**LISTED RECORDS:**
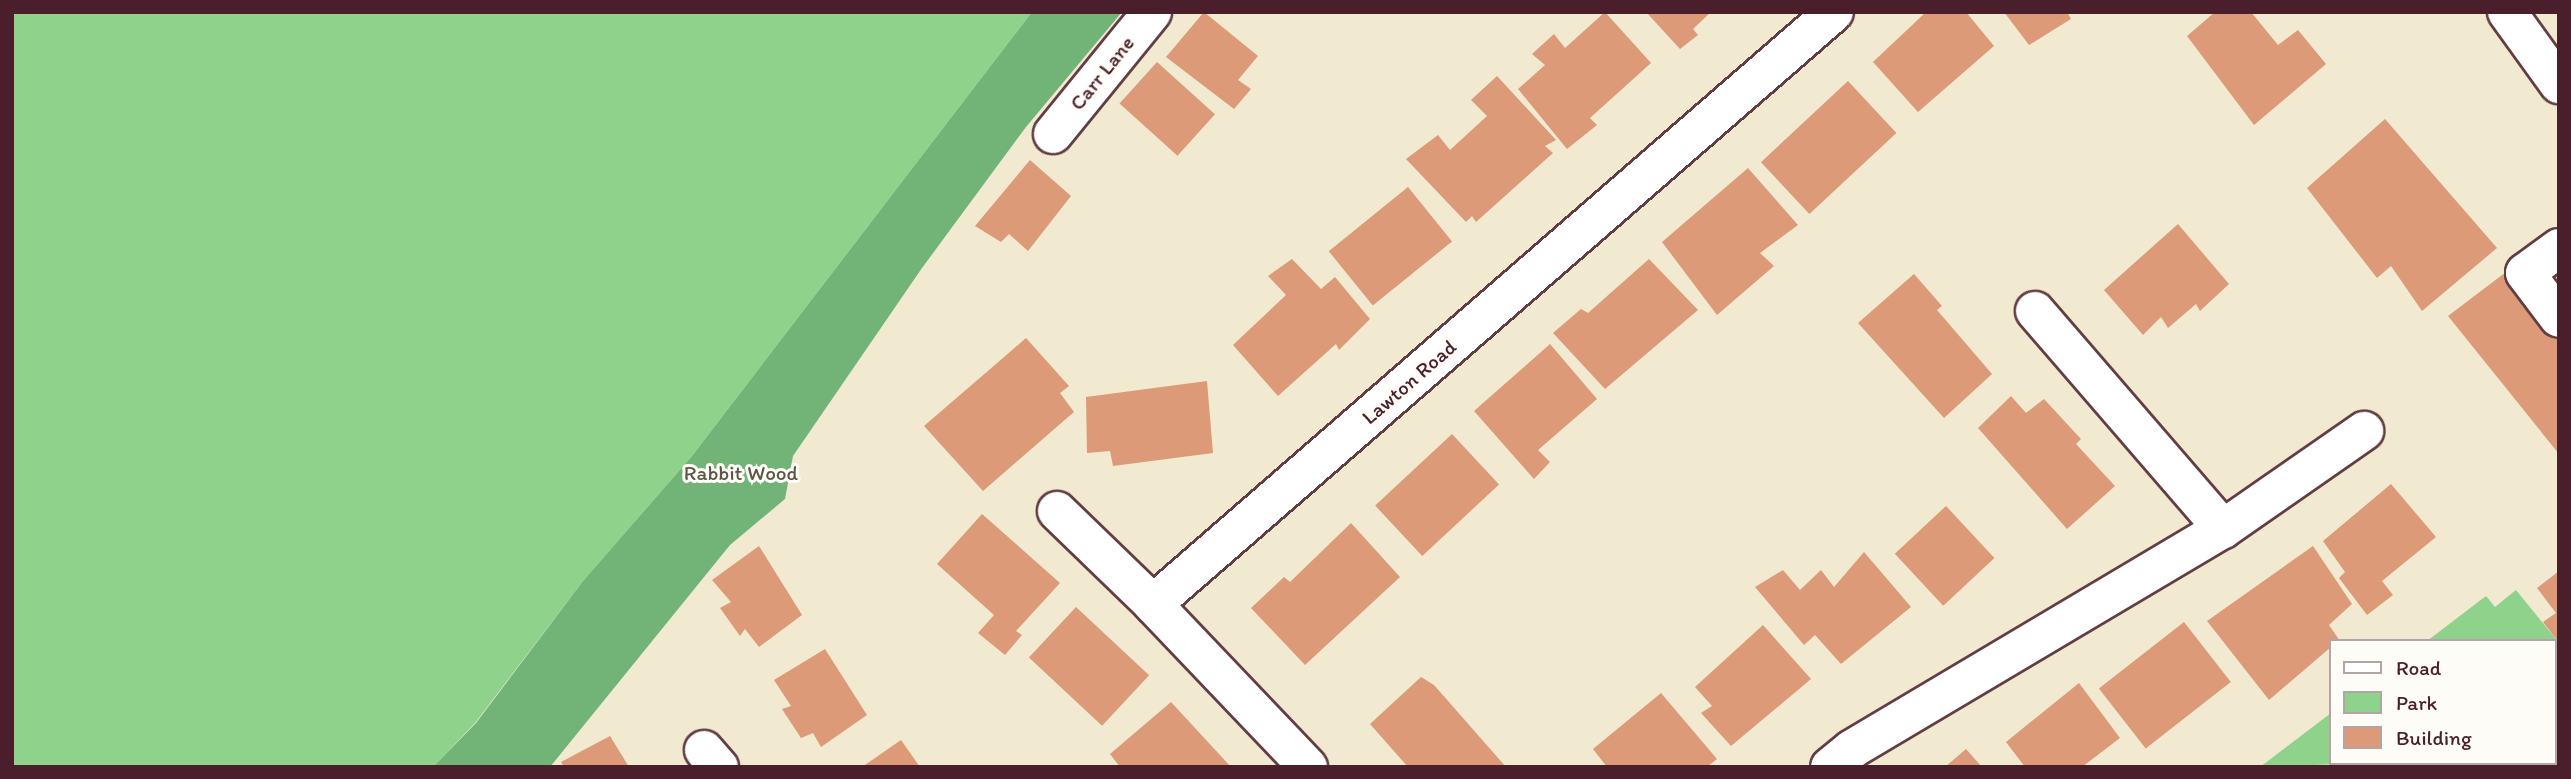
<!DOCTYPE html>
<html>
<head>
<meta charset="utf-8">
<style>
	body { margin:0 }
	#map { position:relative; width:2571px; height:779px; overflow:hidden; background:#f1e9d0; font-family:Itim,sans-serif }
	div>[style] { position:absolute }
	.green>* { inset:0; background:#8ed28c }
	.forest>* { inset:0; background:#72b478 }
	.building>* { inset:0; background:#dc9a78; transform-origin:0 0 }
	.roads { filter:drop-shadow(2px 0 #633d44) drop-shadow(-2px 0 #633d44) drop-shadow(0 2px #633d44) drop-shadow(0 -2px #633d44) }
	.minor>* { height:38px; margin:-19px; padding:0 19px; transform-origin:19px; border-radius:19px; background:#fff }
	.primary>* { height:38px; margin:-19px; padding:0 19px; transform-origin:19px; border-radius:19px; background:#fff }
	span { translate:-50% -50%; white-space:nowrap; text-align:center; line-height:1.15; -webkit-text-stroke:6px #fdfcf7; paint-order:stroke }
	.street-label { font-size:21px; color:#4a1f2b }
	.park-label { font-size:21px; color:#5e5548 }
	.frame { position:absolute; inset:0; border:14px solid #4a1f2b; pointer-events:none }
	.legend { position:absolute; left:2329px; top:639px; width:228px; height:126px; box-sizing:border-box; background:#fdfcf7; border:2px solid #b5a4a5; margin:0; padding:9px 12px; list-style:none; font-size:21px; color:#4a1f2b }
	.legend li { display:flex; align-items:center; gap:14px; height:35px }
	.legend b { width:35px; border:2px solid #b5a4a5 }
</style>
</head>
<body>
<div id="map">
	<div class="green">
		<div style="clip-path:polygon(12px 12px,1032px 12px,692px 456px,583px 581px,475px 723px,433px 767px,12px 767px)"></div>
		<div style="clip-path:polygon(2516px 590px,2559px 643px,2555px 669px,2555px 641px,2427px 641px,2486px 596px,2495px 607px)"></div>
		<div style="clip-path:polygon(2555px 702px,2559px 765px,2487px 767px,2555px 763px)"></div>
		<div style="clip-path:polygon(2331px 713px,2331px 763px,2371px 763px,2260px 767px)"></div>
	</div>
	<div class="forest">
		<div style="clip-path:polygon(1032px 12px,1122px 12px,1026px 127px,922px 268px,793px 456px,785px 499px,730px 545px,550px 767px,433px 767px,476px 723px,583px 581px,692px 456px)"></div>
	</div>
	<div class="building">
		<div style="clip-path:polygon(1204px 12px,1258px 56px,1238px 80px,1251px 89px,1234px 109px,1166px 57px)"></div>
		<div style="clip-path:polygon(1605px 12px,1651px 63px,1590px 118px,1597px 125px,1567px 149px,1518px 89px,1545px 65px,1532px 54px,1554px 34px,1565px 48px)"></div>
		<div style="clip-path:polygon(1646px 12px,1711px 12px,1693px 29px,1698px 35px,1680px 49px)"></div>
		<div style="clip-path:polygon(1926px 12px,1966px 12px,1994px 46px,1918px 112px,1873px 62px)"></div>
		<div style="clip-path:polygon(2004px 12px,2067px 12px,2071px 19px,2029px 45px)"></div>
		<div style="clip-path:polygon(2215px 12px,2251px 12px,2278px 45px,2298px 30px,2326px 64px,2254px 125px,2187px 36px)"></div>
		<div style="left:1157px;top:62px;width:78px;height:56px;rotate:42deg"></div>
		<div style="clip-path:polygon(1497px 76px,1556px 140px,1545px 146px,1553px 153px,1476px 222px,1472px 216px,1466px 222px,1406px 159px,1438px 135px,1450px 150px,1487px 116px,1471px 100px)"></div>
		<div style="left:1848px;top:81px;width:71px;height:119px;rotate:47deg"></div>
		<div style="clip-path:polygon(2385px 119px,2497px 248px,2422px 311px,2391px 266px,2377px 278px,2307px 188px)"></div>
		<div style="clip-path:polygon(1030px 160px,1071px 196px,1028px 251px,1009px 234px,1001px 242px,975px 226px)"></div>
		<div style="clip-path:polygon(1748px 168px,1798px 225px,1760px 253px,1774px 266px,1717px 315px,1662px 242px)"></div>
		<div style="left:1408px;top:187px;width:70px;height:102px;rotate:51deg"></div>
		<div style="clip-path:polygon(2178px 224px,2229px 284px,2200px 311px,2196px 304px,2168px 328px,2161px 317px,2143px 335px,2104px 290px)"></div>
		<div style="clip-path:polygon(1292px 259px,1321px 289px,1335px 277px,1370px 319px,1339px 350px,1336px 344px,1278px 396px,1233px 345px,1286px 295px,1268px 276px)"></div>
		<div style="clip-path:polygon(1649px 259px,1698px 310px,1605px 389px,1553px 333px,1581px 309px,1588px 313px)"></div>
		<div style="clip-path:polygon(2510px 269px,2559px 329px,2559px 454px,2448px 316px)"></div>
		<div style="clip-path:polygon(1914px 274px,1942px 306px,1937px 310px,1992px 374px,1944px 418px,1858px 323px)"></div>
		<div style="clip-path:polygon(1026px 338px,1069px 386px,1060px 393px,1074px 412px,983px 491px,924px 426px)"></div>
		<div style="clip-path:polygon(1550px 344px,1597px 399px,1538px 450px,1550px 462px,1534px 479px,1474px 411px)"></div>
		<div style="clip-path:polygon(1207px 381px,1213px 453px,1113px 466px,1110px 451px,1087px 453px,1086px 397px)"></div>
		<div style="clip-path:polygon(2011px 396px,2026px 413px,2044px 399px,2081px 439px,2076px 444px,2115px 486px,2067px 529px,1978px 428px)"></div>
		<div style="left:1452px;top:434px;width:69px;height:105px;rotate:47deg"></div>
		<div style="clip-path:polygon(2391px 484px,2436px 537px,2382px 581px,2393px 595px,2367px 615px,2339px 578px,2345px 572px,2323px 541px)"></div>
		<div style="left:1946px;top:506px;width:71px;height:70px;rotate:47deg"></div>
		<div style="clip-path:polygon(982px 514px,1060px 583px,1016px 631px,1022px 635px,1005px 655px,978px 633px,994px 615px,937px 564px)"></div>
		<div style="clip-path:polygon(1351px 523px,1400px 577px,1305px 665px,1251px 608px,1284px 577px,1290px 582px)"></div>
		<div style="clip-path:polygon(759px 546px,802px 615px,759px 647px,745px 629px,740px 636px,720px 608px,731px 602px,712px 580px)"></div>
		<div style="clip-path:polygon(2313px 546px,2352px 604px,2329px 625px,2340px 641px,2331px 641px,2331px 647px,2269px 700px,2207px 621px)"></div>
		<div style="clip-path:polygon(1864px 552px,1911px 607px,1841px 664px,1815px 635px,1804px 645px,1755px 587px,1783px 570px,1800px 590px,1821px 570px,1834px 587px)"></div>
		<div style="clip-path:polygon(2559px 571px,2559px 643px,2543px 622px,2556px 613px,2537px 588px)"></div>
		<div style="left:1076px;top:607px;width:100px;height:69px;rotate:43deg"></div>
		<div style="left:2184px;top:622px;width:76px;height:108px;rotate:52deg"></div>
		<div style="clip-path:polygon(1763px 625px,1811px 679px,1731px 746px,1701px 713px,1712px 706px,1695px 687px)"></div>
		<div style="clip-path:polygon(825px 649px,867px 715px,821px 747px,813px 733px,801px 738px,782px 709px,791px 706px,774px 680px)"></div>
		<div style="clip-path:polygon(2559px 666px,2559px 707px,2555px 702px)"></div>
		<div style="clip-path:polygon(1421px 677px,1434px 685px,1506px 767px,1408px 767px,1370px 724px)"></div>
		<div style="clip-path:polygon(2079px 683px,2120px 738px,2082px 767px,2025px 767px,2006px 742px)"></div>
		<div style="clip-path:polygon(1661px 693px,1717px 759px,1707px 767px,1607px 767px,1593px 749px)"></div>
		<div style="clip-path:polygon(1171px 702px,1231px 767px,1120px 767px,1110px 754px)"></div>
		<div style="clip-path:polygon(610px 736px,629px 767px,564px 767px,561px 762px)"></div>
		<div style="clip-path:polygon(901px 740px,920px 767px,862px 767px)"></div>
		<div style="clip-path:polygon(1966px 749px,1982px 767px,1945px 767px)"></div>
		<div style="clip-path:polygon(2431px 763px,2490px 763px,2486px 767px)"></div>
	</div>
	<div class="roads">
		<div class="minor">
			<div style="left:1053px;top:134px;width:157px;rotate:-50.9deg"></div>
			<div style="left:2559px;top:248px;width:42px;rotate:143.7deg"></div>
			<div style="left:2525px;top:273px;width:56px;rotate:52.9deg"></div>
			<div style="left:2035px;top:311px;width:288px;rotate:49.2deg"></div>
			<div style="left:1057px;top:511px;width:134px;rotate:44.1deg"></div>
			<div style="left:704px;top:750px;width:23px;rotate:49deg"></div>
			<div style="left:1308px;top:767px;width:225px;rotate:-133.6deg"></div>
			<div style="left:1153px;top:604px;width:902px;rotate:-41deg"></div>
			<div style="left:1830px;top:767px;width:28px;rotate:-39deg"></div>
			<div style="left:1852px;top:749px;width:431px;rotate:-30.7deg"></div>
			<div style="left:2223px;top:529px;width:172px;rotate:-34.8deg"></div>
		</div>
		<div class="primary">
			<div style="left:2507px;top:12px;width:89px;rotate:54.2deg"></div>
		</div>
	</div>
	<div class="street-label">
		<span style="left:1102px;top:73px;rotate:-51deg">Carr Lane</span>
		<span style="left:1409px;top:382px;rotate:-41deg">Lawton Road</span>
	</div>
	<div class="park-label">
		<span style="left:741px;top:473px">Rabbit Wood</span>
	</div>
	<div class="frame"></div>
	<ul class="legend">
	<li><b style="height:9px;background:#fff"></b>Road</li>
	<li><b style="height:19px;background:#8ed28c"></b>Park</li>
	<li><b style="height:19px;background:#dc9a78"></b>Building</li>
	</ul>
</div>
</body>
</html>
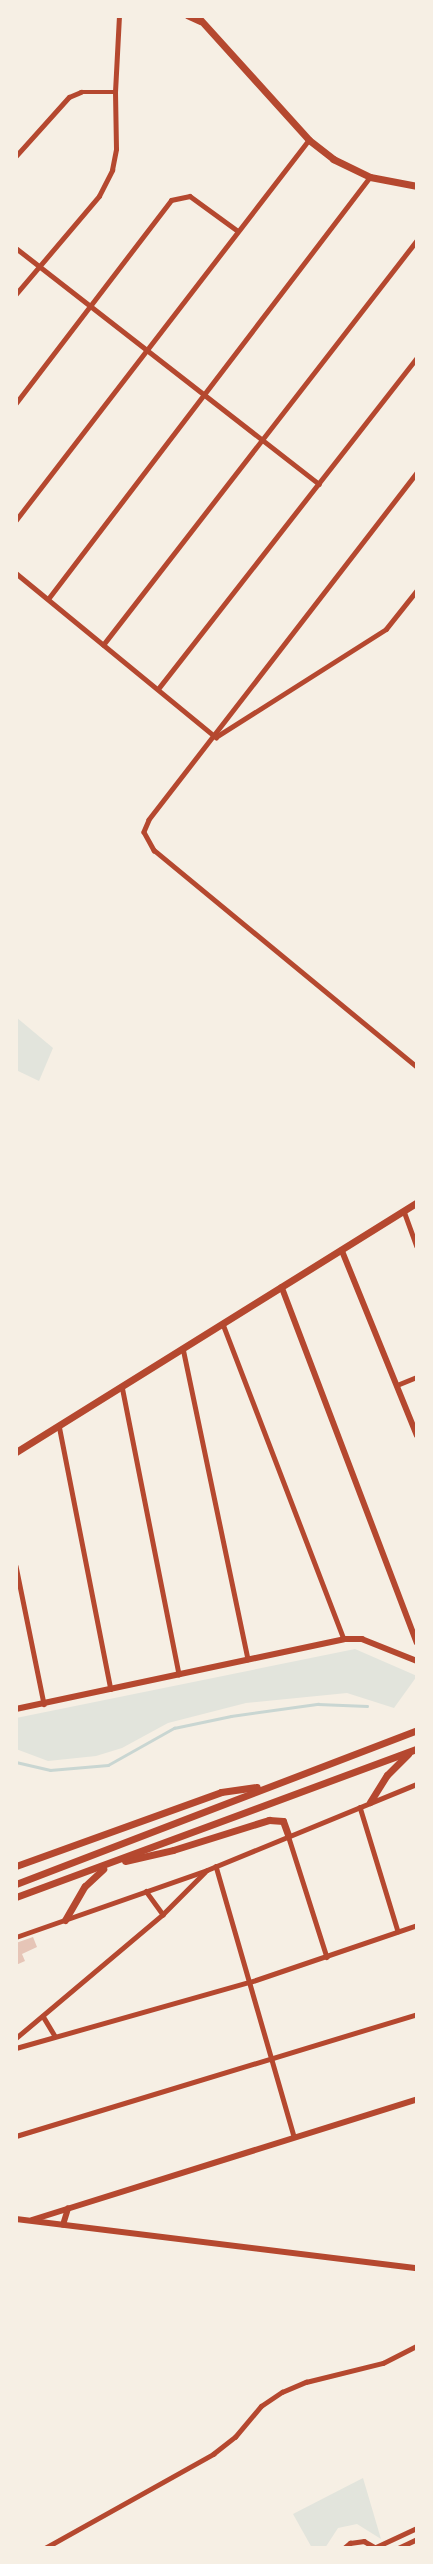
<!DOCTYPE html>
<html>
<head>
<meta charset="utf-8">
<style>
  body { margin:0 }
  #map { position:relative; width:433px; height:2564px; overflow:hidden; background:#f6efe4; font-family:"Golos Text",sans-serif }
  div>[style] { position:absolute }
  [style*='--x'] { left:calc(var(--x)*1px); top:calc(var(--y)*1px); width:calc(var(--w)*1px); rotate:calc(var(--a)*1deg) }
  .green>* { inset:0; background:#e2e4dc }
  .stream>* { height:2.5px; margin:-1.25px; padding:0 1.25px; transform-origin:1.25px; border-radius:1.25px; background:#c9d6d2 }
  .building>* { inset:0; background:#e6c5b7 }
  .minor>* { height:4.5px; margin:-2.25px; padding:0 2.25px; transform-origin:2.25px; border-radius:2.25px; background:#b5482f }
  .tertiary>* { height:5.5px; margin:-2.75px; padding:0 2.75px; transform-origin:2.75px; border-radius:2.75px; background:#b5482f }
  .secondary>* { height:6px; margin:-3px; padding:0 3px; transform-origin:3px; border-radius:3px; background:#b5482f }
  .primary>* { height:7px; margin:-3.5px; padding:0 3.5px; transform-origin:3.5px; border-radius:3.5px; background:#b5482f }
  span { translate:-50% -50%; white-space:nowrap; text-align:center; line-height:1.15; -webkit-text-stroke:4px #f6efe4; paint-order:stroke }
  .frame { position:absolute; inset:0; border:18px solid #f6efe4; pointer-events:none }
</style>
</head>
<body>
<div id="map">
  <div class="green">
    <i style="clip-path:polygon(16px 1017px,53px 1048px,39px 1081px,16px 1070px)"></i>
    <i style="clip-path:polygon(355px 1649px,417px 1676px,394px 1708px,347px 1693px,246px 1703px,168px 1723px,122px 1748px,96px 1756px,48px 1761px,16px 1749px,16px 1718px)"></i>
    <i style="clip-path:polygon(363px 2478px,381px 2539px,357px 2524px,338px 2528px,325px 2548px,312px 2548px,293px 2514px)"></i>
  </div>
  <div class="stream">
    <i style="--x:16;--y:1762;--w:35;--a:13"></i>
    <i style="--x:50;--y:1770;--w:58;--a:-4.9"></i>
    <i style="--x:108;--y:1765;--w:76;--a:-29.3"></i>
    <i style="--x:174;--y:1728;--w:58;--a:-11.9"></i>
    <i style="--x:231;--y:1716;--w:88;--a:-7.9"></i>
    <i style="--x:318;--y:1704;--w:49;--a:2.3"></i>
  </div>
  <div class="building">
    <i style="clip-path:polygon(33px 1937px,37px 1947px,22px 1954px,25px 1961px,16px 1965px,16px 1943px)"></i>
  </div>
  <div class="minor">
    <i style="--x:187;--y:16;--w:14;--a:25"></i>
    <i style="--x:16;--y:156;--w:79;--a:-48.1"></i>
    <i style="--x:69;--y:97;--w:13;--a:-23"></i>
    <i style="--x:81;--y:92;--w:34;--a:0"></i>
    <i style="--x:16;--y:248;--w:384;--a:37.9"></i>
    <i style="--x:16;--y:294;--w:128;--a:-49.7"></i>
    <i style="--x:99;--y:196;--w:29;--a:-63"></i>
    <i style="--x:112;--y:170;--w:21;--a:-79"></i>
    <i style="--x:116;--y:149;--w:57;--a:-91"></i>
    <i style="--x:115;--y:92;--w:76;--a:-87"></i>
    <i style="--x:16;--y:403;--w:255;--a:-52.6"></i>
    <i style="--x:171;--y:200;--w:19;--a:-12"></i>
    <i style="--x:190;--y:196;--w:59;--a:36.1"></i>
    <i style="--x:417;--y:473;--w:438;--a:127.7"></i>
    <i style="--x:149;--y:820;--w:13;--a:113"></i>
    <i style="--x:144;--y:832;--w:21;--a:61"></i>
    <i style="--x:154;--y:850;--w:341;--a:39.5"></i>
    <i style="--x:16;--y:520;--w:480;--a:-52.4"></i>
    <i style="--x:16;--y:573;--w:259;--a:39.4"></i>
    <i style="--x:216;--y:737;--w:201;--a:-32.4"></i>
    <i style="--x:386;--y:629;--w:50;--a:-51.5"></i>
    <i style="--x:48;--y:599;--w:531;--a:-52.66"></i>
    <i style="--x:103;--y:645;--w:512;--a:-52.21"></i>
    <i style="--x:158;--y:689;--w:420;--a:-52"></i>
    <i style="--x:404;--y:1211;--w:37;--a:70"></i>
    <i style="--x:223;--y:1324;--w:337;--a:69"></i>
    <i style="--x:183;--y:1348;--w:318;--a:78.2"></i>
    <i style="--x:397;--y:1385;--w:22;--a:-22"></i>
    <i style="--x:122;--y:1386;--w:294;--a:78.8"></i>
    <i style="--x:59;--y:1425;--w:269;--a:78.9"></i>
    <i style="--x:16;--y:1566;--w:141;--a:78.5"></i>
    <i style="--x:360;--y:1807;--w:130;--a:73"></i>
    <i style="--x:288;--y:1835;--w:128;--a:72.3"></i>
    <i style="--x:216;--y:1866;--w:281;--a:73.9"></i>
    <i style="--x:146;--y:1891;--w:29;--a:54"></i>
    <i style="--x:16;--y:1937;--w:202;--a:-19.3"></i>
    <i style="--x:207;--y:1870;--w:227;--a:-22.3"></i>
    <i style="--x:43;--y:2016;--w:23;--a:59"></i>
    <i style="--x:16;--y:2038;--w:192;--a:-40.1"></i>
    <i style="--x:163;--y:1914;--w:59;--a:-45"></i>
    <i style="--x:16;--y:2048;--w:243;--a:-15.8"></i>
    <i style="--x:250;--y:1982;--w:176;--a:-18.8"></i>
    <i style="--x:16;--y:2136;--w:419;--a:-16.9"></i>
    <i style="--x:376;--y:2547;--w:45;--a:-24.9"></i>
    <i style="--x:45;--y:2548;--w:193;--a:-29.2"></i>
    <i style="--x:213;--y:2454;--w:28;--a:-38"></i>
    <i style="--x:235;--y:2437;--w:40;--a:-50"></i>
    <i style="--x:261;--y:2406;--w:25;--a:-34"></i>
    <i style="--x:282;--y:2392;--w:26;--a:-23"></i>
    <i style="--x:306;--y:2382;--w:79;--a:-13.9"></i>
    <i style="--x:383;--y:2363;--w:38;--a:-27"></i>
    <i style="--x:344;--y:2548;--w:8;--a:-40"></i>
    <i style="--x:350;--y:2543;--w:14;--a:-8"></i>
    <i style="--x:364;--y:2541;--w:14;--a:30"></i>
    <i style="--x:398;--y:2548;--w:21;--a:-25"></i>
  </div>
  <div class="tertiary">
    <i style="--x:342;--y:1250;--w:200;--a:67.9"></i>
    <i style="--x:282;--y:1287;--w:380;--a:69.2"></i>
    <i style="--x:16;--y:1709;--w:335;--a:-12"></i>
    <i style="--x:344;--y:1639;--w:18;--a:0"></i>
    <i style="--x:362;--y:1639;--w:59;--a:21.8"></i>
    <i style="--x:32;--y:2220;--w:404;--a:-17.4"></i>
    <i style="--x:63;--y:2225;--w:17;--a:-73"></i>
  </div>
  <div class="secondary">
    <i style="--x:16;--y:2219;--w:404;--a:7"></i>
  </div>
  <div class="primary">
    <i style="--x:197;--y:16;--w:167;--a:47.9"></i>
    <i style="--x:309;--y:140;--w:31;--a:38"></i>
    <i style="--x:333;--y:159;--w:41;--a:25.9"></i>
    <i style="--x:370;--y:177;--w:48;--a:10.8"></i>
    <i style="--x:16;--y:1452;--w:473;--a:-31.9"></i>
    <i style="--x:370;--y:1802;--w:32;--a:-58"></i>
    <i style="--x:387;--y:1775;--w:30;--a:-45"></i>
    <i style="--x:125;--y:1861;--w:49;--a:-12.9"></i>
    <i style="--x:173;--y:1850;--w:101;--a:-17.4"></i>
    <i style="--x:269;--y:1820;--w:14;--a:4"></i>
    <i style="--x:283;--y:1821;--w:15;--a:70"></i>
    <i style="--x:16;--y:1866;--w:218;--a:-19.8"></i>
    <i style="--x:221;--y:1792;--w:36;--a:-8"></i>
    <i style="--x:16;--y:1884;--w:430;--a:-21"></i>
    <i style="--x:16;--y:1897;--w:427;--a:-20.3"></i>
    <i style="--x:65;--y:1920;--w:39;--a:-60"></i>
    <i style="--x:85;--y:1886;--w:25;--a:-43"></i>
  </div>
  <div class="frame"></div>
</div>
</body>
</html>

**TASK DIRECTIONS:** When a line in the material above includes the word "stream", copy that line.

**SOLUTION TO THE PROBLEM:**
  .stream>* { height:2.5px; margin:-1.25px; padding:0 1.25px; transform-origin:1.25px; border-radius:1.25px; background:#c9d6d2 }
  <div class="stream">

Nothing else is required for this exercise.